━━━ Input for this task

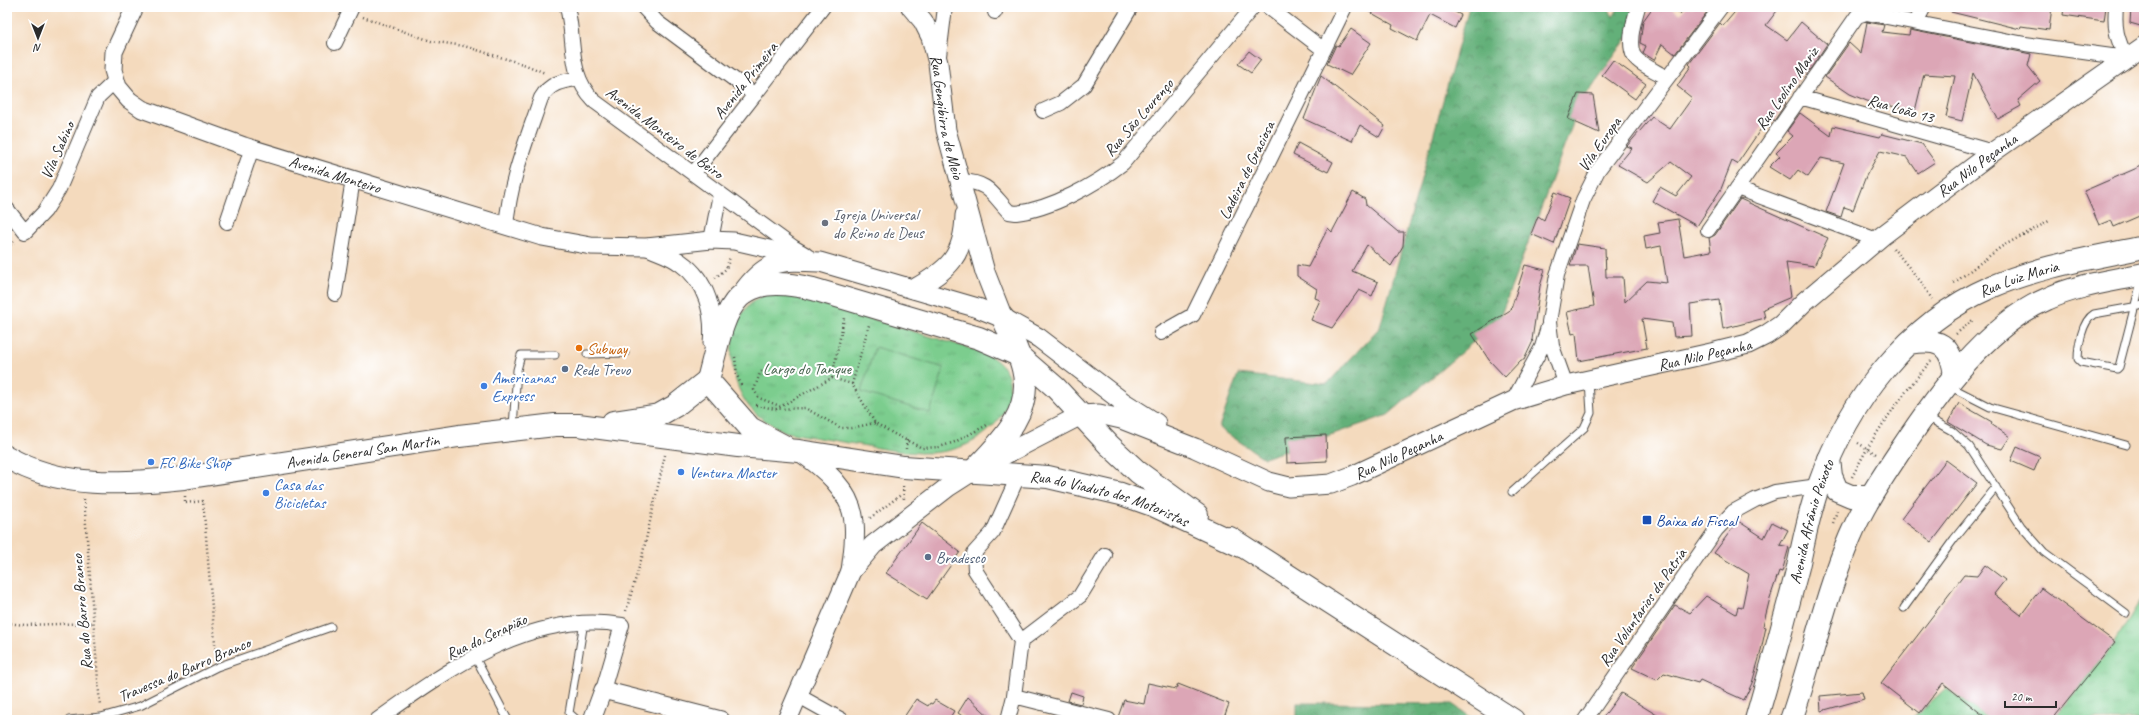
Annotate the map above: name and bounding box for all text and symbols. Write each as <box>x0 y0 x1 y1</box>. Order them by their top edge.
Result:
north arrow <box>18 18 58 58</box>
street label: Avenida Primeira <box>709 37 783 123</box>
text: N <box>32 41 41 55</box>
street label: Rua Leolino Mariz <box>1751 42 1824 134</box>
street label: Rua Gengibirra de Meio <box>925 53 968 183</box>
street label: Rua São Lourenço <box>1100 74 1179 161</box>
street label: Avenida Monteiro de Beiro <box>602 82 729 185</box>
street label: Rua Loão 13 <box>1865 90 1938 128</box>
street label: Vila Europa <box>1574 112 1627 176</box>
street label: Vila Sabino <box>36 116 80 182</box>
street label: Ladeira de Graciosa <box>1215 117 1280 223</box>
street label: Rua Nilo Peçanha <box>1933 128 2023 202</box>
street label: Avenida Monteiro <box>287 151 384 199</box>
place label: Igreja Universal do Reino de Deus <box>833 205 925 243</box>
marker: Igreja Universal do Reino de Deus <box>820 218 830 228</box>
street label: Rua Luiz Maria <box>1976 256 2062 302</box>
street label: Rua Nilo Peçanha <box>1656 334 1755 375</box>
place label: Subway <box>587 339 629 359</box>
marker: Subway <box>574 343 584 353</box>
park label: Largo do Tanque <box>763 359 853 379</box>
place label: Rede Trevo <box>573 360 632 380</box>
marker: Rede Trevo <box>560 364 570 374</box>
place label: Americanas Express <box>492 368 557 406</box>
marker: Americanas Express <box>479 381 489 391</box>
street label: Rua Nilo Peçanha <box>1351 426 1447 484</box>
street label: Avenida General San Martin <box>285 430 441 473</box>
place label: FC Bike Shop <box>159 453 232 473</box>
street label: Avenida Afrânio Peixoto <box>1785 455 1839 586</box>
marker: FC Bike Shop <box>146 457 156 467</box>
place label: Ventura Master <box>689 463 778 483</box>
marker: Ventura Master <box>676 467 686 477</box>
street label: Rua do Viaduto dos Motoristas <box>1029 467 1193 532</box>
place label: Casa das Bicicletas <box>274 475 327 513</box>
marker: Casa das Bicicletas <box>261 488 271 498</box>
place label: Baixa do Fiscal <box>1656 511 1740 531</box>
marker: Baixa do Fiscal <box>1641 514 1653 526</box>
street label: Rua Voluntarios da Patría <box>1595 544 1692 670</box>
place label: Bradesco <box>936 548 987 568</box>
street label: Rua do Barro Branco <box>67 552 97 670</box>
marker: Bradesco <box>923 552 933 562</box>
street label: Rua do Serapião <box>443 609 531 664</box>
street label: Travessa do Barro Branco <box>115 632 256 707</box>
scale bar <box>2005 683 2056 709</box>
text: 20 m <box>2011 689 2033 705</box>

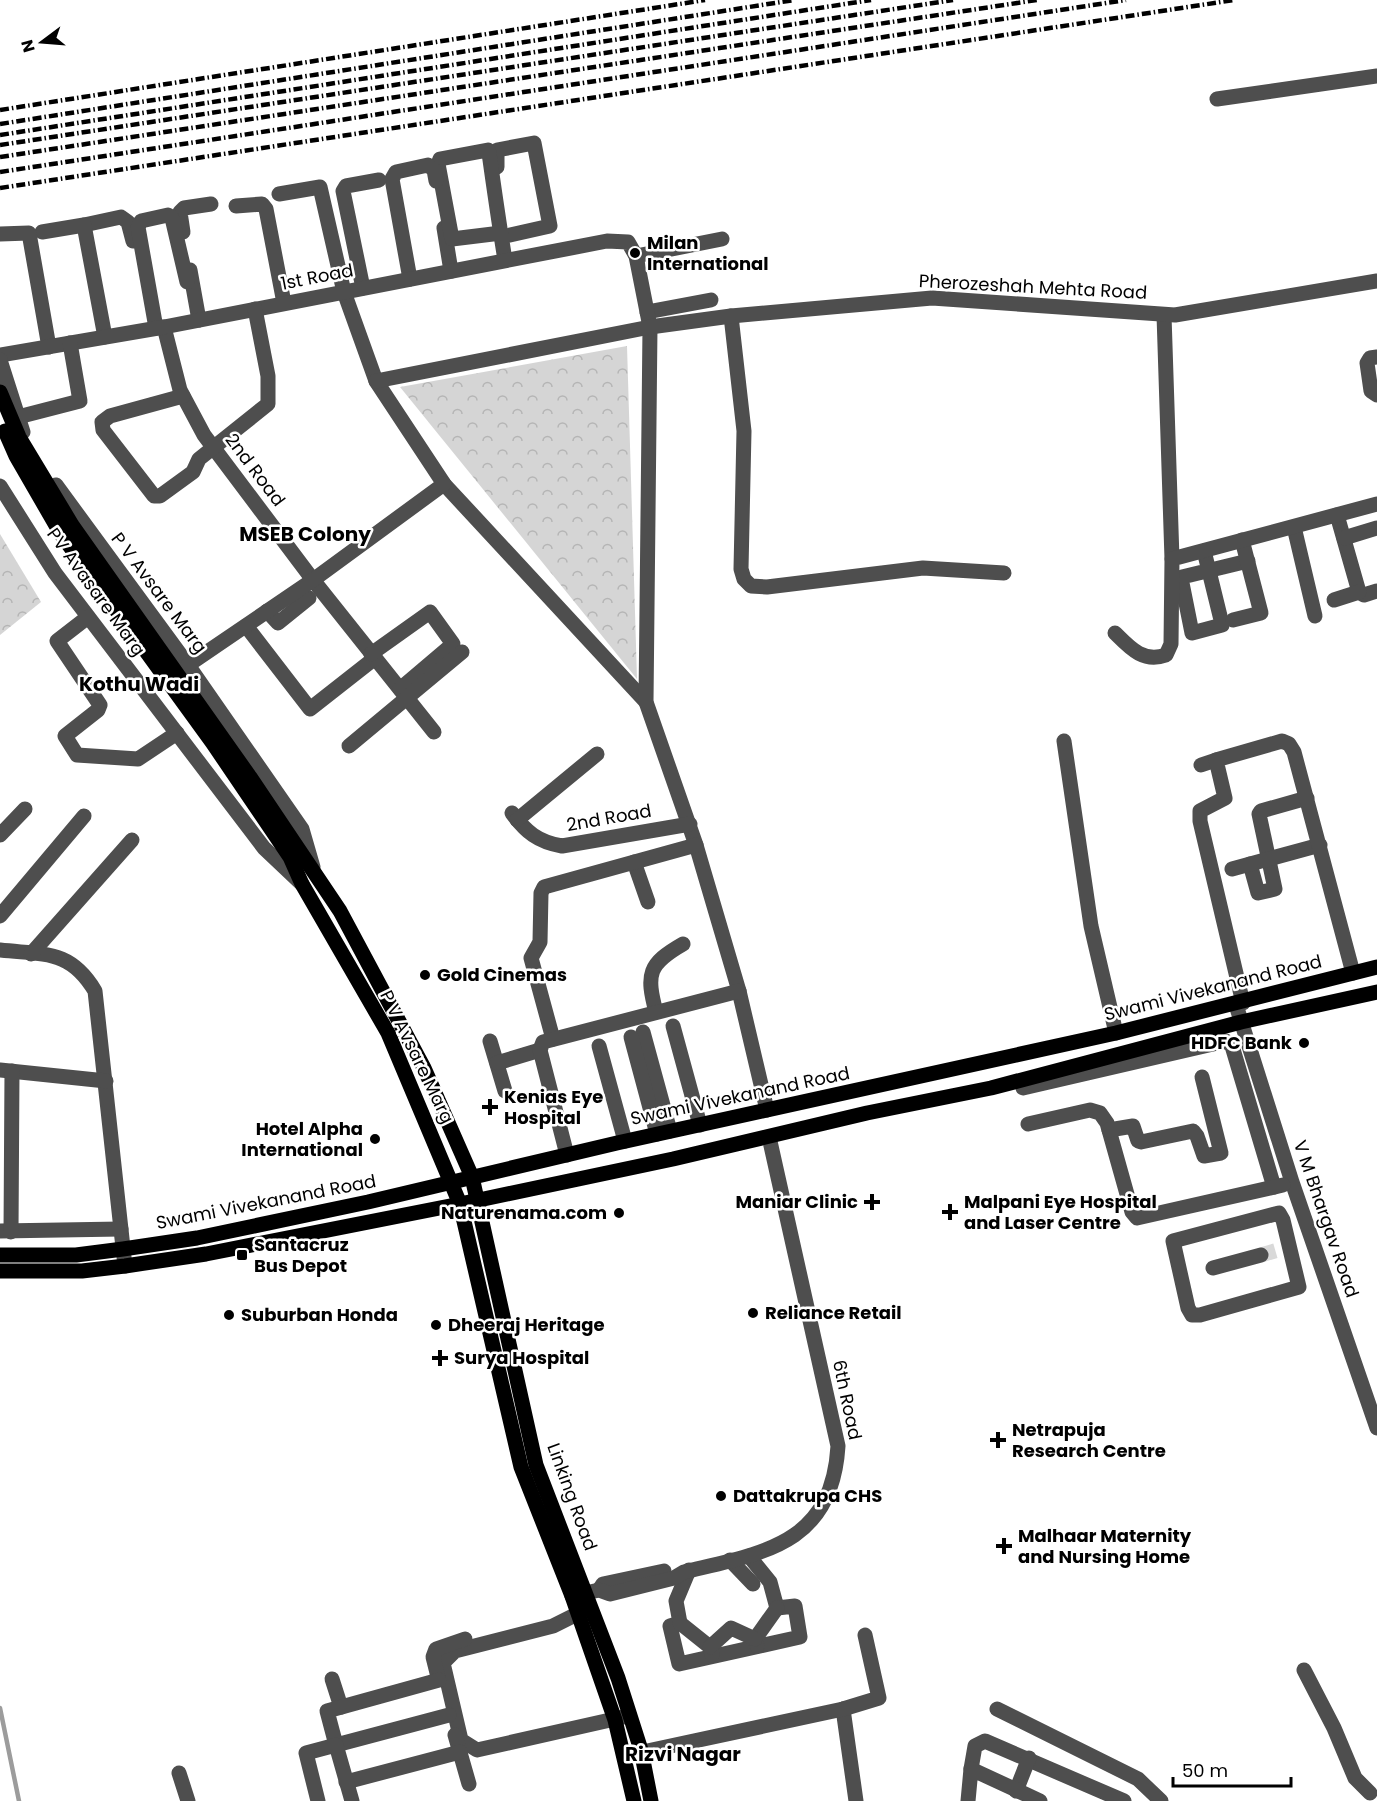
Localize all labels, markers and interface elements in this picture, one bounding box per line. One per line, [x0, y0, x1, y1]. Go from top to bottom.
north arrow [12, 12, 72, 72]
text: N [15, 37, 41, 55]
place label: Milan International [647, 230, 769, 276]
marker: Milan International [628, 246, 642, 260]
street label: 1st Road [279, 257, 355, 296]
street label: Pherozeshah Mehta Road [918, 268, 1148, 305]
street label: 2nd Road [220, 428, 291, 511]
district label: MSEB Colony [239, 520, 371, 548]
street label: PV Avasare Marg [41, 523, 151, 661]
street label: P V Avsare Marg [106, 527, 213, 658]
district label: Kothu Wadi [79, 670, 199, 698]
street label: 2nd Road [565, 798, 653, 837]
street label: Swami Vivekanand Road [1101, 948, 1324, 1027]
place label: Gold Cinemas [437, 962, 567, 987]
marker: Gold Cinemas [418, 968, 432, 982]
street label: P V Avsare Marg [374, 986, 461, 1128]
place label: HDFC Bank [1191, 1030, 1293, 1055]
marker: HDFC Bank [1297, 1036, 1311, 1050]
street label: Swami Vivekanand Road [628, 1060, 852, 1131]
place label: Kenias Eye Hospital [504, 1084, 603, 1130]
marker: Kenias Eye Hospital [481, 1098, 499, 1116]
place label: Hotel Alpha International [241, 1116, 363, 1162]
marker: Hotel Alpha International [368, 1132, 382, 1146]
street label: V M Bhargav Road [1288, 1137, 1365, 1301]
street label: Swami Vivekanand Road [154, 1168, 378, 1235]
place label: Maniar Clinic [735, 1189, 858, 1214]
place label: Malpani Eye Hospital and Laser Centre [964, 1189, 1157, 1235]
marker: Maniar Clinic [863, 1193, 881, 1211]
place label: Naturenama.com [441, 1200, 607, 1225]
marker: Malpani Eye Hospital and Laser Centre [941, 1203, 959, 1221]
marker: Naturenama.com [612, 1206, 626, 1220]
place label: Santacruz Bus Depot [254, 1232, 349, 1278]
marker: Santacruz Bus Depot [235, 1248, 249, 1262]
place label: Reliance Retail [765, 1300, 902, 1325]
place label: Suburban Honda [241, 1302, 398, 1327]
marker: Reliance Retail [746, 1306, 760, 1320]
marker: Suburban Honda [222, 1308, 236, 1322]
place label: Dheeraj Heritage [448, 1312, 605, 1337]
marker: Dheeraj Heritage [429, 1318, 443, 1332]
place label: Surya Hospital [454, 1345, 589, 1370]
marker: Surya Hospital [431, 1349, 449, 1367]
street label: 6th Road [827, 1358, 868, 1442]
place label: Netrapuja Research Centre [1012, 1417, 1166, 1463]
marker: Netrapuja Research Centre [989, 1431, 1007, 1449]
street label: Linking Road [541, 1440, 603, 1554]
place label: Dattakrupa CHS [733, 1483, 882, 1508]
marker: Dattakrupa CHS [714, 1489, 728, 1503]
place label: Malhaar Maternity and Nursing Home [1018, 1523, 1192, 1569]
marker: Malhaar Maternity and Nursing Home [995, 1537, 1013, 1555]
district label: Rizvi Nagar [625, 1740, 741, 1768]
scale bar [1173, 1750, 1292, 1788]
text: 50 m [1182, 1758, 1228, 1783]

━━━━━━

- _The task_
Whenever a line of the data above includes the word "Netrapuja", copy that line.

- _Exercise solution_
place label: Netrapuja Research Centre [1012, 1417, 1166, 1463]
marker: Netrapuja Research Centre [989, 1431, 1007, 1449]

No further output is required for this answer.